As a matter of fact, the delegates to the Constitutional Convention had discussed delegating to the feds, expressly via the Constitution, the specific power to regulate banking. But the issue was dropped, the states wanting such powers to remain unique state powers.
A proposition was made to them to authorize Congress to open canals, and an amendatory one to empower them to incorporate. But the whole was rejected, and one of the reasons for rejection urged in debate was, that then they would have a power to erect a bank, which would render the great cities, where there were prejudices and jealousies on the subject, adverse to the reception of the Constitution [emphasis added]. Jeffersons Opinion on the Constitutionality of a National Bank : 1791.
In fact, Alexander Hamiltons national bank was arguably the first constitutional scandal, the feds stealing unique, 10th Amendment-protected state powers to regulate banking.
"He threatened to stack the Supreme Court because they were declaring many of his New Deal Programs unconstitutional."
Again, the states had never amended the Constitution to grant the feds the specific powers to establish FDRs New Deal programs. So they were unconstitutional.
And as I mentioned, FDR didnt lift a finger to encourage Congress to propose amendments to the Constitution to the states to establish his programs within the framework of the Constitution as required by Article V.
"FDR had been selling his Social Security as just an old age pensioner program that was voluntary."
Regardless that FDRs Congress used the General Welfare Clause (GWC; 1.8.1) as its excuse to establish Social Security, President James Madison had noted that the GWC was not a delegation of power but an introductory clause for the clauses that followed.

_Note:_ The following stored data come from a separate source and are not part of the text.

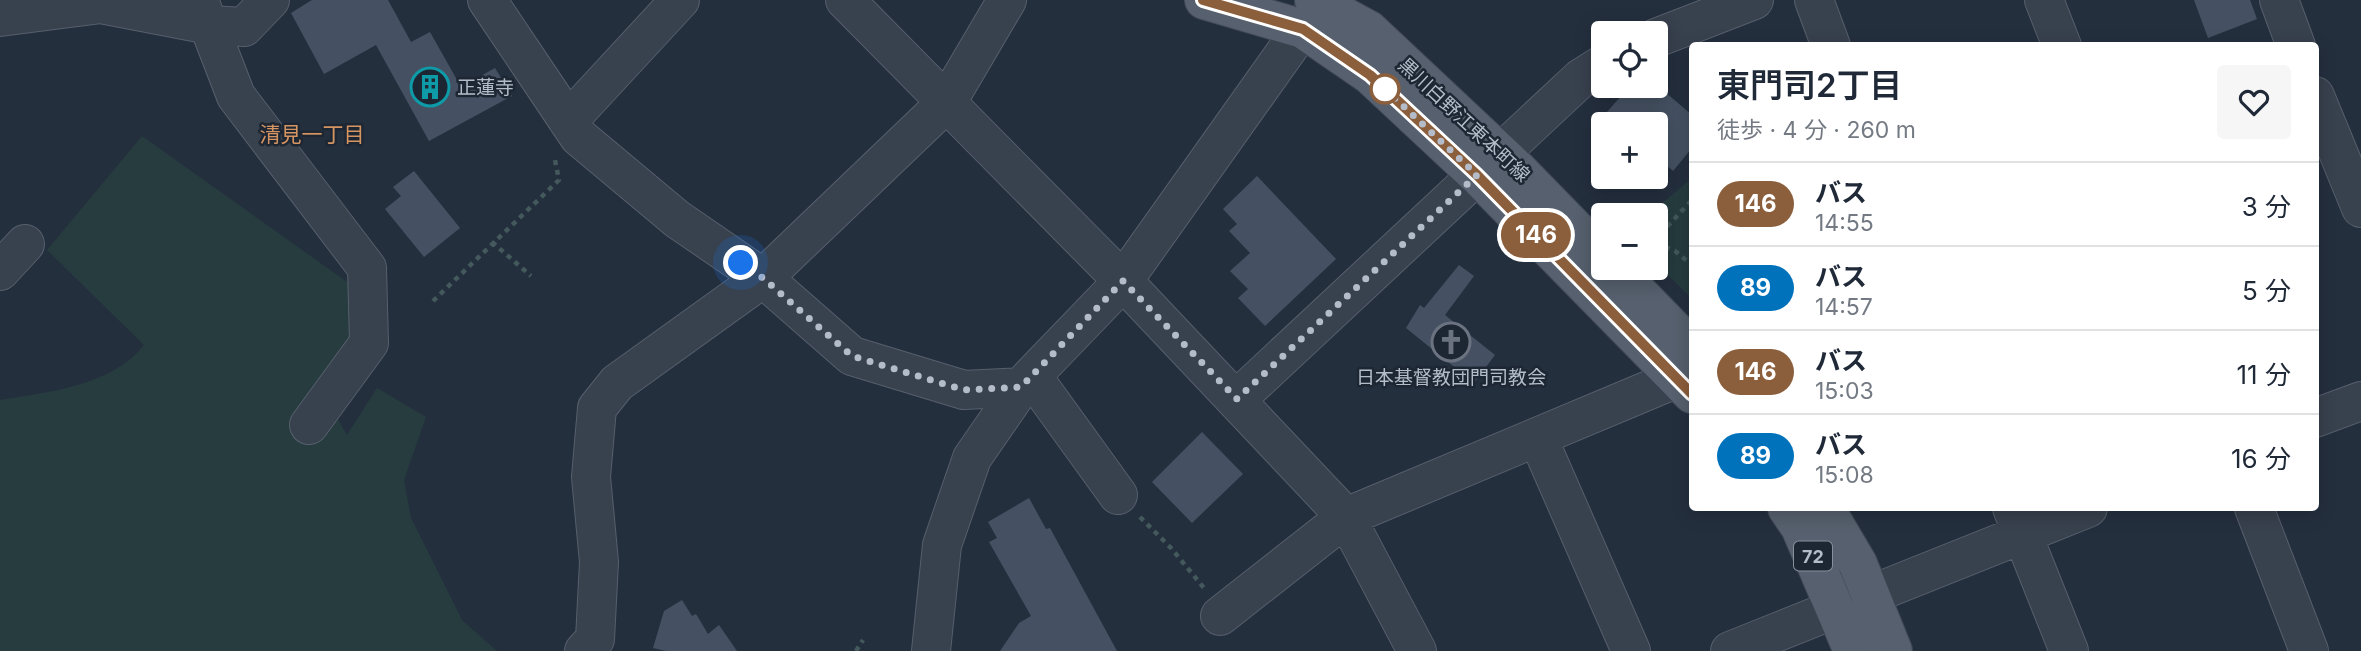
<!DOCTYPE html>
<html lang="ja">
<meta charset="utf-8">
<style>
:root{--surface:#fff;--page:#f6f6f7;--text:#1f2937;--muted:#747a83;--line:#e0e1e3}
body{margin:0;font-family:Inter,"Noto Sans JP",sans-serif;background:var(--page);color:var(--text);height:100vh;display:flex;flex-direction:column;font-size:26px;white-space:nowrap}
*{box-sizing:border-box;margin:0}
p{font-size:23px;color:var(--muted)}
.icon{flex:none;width:38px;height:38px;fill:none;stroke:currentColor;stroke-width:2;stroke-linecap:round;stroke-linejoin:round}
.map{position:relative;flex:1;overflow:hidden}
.side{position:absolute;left:1689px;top:42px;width:630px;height:469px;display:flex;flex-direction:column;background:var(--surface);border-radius:7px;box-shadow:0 4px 18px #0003}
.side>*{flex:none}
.badge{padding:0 14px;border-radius:23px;font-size:24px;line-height:46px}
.controls{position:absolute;left:1591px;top:21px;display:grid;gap:14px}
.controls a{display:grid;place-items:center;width:77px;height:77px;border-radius:7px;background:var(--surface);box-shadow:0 4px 18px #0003;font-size:35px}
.you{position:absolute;width:35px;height:35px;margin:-18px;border:5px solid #fff;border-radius:50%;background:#1a73e8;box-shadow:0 0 0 10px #1a73e833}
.map>.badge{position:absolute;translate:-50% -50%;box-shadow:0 0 0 4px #fff}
.round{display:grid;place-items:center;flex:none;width:74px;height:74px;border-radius:7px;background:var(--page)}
.headline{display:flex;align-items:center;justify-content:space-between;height:119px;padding:0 28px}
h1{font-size:33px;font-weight:600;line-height:52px}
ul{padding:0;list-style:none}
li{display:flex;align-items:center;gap:21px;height:84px;padding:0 28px;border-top:2px solid var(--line)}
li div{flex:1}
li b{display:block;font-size:26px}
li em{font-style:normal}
li .badge{min-width:77px;font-weight:700;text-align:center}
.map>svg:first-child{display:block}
</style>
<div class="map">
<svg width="2361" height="651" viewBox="0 0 2361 651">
<rect width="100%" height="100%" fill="#242f3e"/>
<path fill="#263c3f" d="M142 136 350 284 357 311 337 376 321 390 347 435 377 388 426 417 404 480 411 518 462 620 497 651H0V400C48 392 112 386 144 345L47 250Z
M1692 178V299L1656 263V215H1648Z"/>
<path fill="#455162" d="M312 0H388L411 42 430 32 461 87 495 68 512 96 429 141 376 45 324 74 291 13Z
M2194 0H2250L2257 19 2208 38Z
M1630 86H1658L1692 115V148L1673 171 1656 156V124H1619L1606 113Z
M414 171 460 228 424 257 385 209 401 196 393 187Z
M1257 176 1336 259 1265 326 1238 298 1248 289 1230 271 1250 253 1229 231 1237 224 1223 209Z
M1459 265 1474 276 1445 315 1495 355 1474 383 1406 328 1420 305 1424 308Z
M1202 432 1243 474 1192 523 1152 482Z
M1029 498 1046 529 1050 528 1117 651H1000L1019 623 1031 616 989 542 997 538 988 522Z
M682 600 692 616 696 614 708 634 719 625 737 651H666L653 648 664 611Z"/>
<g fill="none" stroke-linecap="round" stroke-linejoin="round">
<defs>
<path id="minor" d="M199 0 236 96 367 268 369 343 309 425
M487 0 579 137 677 219 763 278 852 356 964 390 1021 387
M845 0 1123 281 1346 517 1417 651
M1814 0 1831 46
M2044 0 2062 46
M2279 0 2296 46
M0 17 101 4 210 25 244 27 270 0
M1656 38 1754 0
M2315 96 2361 208
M568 121 680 0
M0 271 25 244
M1032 376 1118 495
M1237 399 1581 78 1603 64
M2315 418 2361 401
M1538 438 1631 651
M2012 508 2069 651
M2254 508 2309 651
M1220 616 1346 517 1692 372
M584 651 595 639 599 562 591 477 597 408 617 383 763 278 947 102 1007 0
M931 651 942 545 972 458 1021 387 1123 281 1321 2
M1730 651 2088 508"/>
<path id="major" d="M1204 0 1303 29 1370 75 1477 175 1692 394
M1314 0 1369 30 1516 168 1603 257
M1614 268 1692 348
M1787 508 1800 527 1853 651
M1825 508 1858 564 1893 651"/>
</defs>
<use href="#minor" stroke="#565f6c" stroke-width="40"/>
<use href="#major" stroke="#414a57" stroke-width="40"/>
<path stroke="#44595c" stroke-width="4.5" stroke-dasharray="5 5" stroke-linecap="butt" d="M492 242 531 276
M1656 243 1675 251 1692 265
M1658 244 1664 230 1692 200
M433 301 559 180 555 160
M1140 517 1171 548 1204 588
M856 651 863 640"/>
<use href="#minor" stroke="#38414e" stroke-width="38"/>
<use href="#major" stroke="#56606e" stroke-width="38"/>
</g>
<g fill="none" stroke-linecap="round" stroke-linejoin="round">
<defs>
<path id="line" d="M1203 0 1303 29 1370 75 1477 175 1692 394"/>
</defs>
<use href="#line" stroke="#fff" stroke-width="16"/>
<use href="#line" stroke="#8b5e3c" stroke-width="10"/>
<path stroke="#b4bcc9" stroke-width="7" stroke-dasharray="0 12.6" d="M741 263 763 278 852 356 964 390 1021 387 1123 281 1237 399 1477 175 1385 89"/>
</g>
<defs>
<symbol id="building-ring" viewBox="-11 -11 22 22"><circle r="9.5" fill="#1d2633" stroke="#0f9aa8" stroke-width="1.5"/><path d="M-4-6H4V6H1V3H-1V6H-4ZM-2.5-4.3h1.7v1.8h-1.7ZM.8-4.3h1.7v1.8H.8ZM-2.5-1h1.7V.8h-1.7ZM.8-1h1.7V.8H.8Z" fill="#0f9aa8"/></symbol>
<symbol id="church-ring" viewBox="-11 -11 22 22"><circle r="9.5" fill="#1d2633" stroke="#6b7280" stroke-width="1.5"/><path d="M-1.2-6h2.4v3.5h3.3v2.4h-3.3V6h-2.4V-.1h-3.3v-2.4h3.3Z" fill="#6b7280"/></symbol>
</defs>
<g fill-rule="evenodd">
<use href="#building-ring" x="408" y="65" width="44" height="44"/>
<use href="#church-ring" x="1429" y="320" width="44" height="44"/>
</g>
<circle fill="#fff" stroke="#8b5e3c" stroke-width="3.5" cx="1385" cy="89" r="14"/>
<g text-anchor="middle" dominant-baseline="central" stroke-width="5" stroke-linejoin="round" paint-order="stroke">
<rect fill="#1d2633" stroke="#878f9c" stroke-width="2" x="1794" y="541.5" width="38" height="29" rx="5"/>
<g font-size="18" font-weight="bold" fill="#b4bcc9">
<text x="1813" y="556">72</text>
</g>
<g font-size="19" fill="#b4bcc9" stroke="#1d2633" text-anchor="start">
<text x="457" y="87">正蓮寺</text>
<text x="1451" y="377" text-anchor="middle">日本基督教団門司教会</text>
</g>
<g font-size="19" fill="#b4bcc9" stroke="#1d2633">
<text transform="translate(1464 120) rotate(43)">黒川白野江東本町線</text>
</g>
<g font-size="21" fill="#d59563" stroke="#1d2633">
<text x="312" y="134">清見一丁目</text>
</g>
</g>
</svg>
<div class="controls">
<a><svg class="icon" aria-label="locate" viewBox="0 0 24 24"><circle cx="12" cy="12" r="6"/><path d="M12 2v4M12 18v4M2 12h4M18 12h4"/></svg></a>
<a>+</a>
<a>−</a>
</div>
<div class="you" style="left:741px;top:263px"></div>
<b class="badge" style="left:1536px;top:235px;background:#8b5e3c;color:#fff">146</b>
<section class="side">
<div class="headline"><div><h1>東門司2丁目</h1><p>徒歩 · 4 分 · 260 m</p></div><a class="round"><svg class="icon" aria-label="heart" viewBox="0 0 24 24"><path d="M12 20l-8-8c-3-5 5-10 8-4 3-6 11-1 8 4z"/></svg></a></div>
<ul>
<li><span class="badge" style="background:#8b5e3c;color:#fff">146</span><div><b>バス</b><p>14:55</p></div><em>3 分</em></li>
<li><span class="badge" style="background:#0072bc;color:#fff">89</span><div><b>バス</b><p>14:57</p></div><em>5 分</em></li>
<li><span class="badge" style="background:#8b5e3c;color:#fff">146</span><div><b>バス</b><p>15:03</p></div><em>11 分</em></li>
<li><span class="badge" style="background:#0072bc;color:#fff">89</span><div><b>バス</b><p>15:08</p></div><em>16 分</em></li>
</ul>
</section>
</div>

"To refer the power in question to the clause "to provide for common defense and general welfare" would be contrary to the established and consistent rules of interpretation, as rendering the special and careful enumeration of powers which follow the clause nugatory and improper. James Madison, Veto of federal public works bill, 1817
"Also FDR had social healthcare in the works to be launched but it was shelved because it became clear that FDR was pushing his luck. The democrats waited 75 years to get their social healthcare forced on Americans."

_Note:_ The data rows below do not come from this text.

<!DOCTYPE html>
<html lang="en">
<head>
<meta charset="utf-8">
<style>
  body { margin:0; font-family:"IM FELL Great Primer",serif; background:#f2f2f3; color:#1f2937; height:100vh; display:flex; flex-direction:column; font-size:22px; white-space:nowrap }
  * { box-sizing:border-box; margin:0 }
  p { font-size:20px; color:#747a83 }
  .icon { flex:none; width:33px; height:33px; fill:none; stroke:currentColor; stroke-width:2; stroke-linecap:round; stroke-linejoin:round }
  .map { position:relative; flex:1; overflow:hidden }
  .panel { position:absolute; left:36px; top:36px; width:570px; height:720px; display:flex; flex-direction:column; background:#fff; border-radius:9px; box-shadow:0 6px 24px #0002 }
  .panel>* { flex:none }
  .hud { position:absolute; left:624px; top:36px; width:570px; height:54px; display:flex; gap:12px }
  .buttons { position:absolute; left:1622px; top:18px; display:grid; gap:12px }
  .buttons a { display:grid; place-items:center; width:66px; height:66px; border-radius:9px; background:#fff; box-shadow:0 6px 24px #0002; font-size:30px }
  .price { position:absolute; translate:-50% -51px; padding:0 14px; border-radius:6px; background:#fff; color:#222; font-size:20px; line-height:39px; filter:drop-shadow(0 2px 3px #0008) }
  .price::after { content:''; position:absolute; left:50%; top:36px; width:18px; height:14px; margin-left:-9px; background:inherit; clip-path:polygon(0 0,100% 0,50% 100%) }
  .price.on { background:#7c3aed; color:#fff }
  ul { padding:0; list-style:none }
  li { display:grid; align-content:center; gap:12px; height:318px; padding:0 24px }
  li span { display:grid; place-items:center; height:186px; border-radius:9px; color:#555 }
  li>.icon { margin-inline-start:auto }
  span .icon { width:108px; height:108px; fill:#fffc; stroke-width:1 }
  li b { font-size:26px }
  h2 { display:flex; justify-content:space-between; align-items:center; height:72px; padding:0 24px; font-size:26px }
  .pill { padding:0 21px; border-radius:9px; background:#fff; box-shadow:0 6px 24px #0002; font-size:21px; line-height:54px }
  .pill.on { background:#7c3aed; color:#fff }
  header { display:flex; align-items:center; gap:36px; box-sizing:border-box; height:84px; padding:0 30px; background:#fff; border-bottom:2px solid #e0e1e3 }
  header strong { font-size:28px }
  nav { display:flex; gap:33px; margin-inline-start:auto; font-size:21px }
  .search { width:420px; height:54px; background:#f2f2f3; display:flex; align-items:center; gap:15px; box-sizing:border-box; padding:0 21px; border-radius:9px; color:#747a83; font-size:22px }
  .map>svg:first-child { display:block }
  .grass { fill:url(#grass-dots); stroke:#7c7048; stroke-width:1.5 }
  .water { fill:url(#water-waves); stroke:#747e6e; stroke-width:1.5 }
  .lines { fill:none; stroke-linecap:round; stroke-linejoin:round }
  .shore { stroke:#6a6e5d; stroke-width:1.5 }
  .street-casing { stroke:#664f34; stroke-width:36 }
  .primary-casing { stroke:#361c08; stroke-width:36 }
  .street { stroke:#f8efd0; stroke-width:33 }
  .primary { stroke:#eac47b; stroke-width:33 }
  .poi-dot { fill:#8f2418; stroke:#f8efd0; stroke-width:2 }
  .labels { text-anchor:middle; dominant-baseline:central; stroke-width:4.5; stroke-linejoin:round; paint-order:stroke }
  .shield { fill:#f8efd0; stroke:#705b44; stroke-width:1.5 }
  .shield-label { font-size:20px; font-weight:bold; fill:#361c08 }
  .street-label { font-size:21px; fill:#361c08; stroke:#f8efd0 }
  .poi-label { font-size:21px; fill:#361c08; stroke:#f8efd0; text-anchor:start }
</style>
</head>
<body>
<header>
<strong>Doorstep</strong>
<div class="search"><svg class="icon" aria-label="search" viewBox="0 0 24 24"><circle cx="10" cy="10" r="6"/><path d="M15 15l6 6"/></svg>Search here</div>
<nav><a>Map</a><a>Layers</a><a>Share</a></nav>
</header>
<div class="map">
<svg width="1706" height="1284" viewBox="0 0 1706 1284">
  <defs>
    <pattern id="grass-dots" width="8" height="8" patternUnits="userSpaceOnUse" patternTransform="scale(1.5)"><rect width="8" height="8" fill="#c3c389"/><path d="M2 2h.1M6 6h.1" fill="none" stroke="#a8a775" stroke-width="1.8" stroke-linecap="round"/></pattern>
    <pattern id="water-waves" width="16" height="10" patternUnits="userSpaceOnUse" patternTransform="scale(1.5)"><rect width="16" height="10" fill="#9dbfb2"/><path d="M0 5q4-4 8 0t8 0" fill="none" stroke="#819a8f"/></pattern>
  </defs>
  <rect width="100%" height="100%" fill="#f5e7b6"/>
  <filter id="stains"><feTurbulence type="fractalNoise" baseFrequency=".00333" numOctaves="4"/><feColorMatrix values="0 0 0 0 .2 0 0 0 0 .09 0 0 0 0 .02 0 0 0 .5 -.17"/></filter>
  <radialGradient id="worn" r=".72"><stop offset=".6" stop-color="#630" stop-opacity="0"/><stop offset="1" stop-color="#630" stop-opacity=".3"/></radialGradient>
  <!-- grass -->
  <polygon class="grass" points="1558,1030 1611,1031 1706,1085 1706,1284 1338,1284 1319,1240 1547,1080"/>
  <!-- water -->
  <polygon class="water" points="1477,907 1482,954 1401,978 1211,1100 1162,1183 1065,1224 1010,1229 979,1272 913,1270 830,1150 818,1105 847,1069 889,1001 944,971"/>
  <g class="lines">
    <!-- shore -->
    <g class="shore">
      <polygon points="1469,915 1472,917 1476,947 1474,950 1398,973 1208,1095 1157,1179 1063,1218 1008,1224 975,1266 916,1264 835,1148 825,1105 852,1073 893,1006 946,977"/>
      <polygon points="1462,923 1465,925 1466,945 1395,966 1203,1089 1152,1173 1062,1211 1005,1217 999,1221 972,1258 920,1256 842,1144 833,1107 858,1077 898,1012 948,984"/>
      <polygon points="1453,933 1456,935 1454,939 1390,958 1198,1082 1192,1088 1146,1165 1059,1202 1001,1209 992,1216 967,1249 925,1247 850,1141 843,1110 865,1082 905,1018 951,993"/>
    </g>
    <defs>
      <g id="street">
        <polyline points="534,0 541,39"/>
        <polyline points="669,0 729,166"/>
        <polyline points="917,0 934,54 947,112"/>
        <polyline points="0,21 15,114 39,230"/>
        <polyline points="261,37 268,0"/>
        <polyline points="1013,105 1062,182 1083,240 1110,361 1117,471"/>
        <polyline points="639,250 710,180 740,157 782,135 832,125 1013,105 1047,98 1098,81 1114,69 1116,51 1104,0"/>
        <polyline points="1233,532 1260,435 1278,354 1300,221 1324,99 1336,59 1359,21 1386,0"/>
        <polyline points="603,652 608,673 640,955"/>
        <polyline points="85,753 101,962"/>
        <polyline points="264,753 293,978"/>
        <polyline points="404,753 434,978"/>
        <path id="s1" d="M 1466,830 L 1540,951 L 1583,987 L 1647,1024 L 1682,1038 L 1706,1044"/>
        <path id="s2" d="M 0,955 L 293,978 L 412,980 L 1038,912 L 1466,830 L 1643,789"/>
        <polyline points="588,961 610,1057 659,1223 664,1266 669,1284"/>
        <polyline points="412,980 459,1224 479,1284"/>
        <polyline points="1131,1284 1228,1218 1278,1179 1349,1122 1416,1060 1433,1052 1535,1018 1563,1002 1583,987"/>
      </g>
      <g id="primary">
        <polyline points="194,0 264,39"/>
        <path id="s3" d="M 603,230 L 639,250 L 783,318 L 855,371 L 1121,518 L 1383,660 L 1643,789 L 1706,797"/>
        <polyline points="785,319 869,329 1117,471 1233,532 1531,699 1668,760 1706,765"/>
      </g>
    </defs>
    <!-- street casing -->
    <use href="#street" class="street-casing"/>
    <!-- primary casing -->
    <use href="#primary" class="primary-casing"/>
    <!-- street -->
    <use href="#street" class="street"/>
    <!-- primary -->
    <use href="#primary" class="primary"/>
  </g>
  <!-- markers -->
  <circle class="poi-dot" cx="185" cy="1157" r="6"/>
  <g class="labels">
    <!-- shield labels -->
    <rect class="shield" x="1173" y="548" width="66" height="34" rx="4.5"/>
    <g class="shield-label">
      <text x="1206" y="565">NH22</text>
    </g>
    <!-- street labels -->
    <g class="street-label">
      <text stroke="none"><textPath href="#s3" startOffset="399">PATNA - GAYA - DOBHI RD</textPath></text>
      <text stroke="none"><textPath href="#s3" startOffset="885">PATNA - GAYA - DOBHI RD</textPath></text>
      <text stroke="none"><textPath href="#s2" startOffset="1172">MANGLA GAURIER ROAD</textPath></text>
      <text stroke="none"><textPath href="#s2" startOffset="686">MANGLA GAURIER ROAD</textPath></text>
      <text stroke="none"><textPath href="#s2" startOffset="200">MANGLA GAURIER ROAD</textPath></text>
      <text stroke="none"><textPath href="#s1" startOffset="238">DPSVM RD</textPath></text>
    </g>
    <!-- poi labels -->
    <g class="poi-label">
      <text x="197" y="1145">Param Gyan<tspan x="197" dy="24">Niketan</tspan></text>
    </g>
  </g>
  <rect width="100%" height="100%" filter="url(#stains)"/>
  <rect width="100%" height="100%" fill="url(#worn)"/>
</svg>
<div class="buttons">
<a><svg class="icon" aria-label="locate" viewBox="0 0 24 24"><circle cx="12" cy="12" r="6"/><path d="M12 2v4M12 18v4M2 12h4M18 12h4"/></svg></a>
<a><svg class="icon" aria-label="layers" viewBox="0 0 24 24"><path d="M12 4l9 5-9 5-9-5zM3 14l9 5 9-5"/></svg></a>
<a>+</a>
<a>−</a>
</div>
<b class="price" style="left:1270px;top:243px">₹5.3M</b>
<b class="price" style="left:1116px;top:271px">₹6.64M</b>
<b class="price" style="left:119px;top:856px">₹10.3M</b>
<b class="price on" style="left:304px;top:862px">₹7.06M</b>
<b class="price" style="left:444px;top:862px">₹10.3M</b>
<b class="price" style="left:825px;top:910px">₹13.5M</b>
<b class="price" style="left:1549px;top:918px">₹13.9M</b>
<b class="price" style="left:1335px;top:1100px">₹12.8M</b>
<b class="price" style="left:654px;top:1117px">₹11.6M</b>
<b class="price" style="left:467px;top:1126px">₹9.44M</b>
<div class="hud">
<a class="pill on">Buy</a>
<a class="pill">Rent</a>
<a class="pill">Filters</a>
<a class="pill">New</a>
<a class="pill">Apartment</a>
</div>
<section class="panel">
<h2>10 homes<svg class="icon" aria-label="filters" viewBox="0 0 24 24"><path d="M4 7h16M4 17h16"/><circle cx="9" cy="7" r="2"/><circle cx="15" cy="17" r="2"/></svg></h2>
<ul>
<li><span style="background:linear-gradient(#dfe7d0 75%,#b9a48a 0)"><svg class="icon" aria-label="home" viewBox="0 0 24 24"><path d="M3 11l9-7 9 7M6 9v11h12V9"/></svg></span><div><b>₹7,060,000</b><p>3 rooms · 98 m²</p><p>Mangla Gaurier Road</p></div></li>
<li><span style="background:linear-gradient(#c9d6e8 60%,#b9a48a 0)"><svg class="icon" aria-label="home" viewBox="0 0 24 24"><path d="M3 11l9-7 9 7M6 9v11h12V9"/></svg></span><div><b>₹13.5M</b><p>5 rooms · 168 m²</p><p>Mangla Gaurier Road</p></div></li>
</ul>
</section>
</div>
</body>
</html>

Post FDR era activist justices and Democrats have wrongly ignored that state sovereignty-respecting justices had previously clarified that the states have never delegated to the feds, expressly via the Constitution, the specific power to regulate, tax and spend for intrastate healthcare purposes. This is evidenced by the following excerpts.
State inspection laws, health laws, and laws for regulating the internal commerce of a State, and those which respect turnpike roads, ferries, &c. are not within the power granted to Congress. [emphases added] Gibbons v. Ogden, 1824.
Congress is not empowered to tax for those purposes which are within the exclusive province of the States. Justice John Marshall, Gibbons v. Ogden, 1824.
Inspection laws, quarantine laws, health laws of every description [emphasis added], as well as laws for regulating the internal commerce of a state and those which respect turnpike roads, ferries, &c., are component parts of this mass. Justice Barbour, New York v. Miln., 1837.
4. The issuing of a policy of insurance is not a transaction of commerce [emphasis added] within the meaning of the latter of the two clauses, even though the parties be domiciled in different States, but is a simple contract of indemnity against loss. Paul v. Virginia, 1869. (The corrupt feds have no Commerce Clause (1.8.3) power to regulate insurance.)
Direct control of medical practice in the states is obviously [emphases added] beyond the power of Congress. Linder v. United States, 1925.
In fact, note that regardless that federal Democrats, RINOs, corrupt justices and indoctrinated attorneys will argue that if the Constitution doesnt say that the feds cant do something then they can do it, the Supreme Court has addressed that foolish idea too. Politically correct interpretations of the Constitution's Supremacy Clause (5.2) aside, the Court has clarified in broad terms that powers not delegated to the feds, expressly via the Constitution, the specific power to regulate intrastate healthcare in this case, are prohibited to the feds.
From the accepted doctrine that the United States is a government of delegated powers, it follows that those not expressly granted, or reasonably to be implied from such as are conferred, are reserved to the states, or to the people. To forestall any suggestion to the contrary, the Tenth Amendment was adopted. The same proposition, otherwise stated, is that powers not granted are prohibited [emphasis added]. United States v. Butler, 1936.
The bottom line is that the 17th Amendment needs to disappear, and activist justices along with it.
> “The bottom line is that the 17th Amendment needs to disappear, and activist justices along with it.”
No argument here but it’s a longer term proposition. It won’t happen soon enough. A new amendment is needed now that will sail through quickly; my preference is that is be one that empowers state legislators and the people.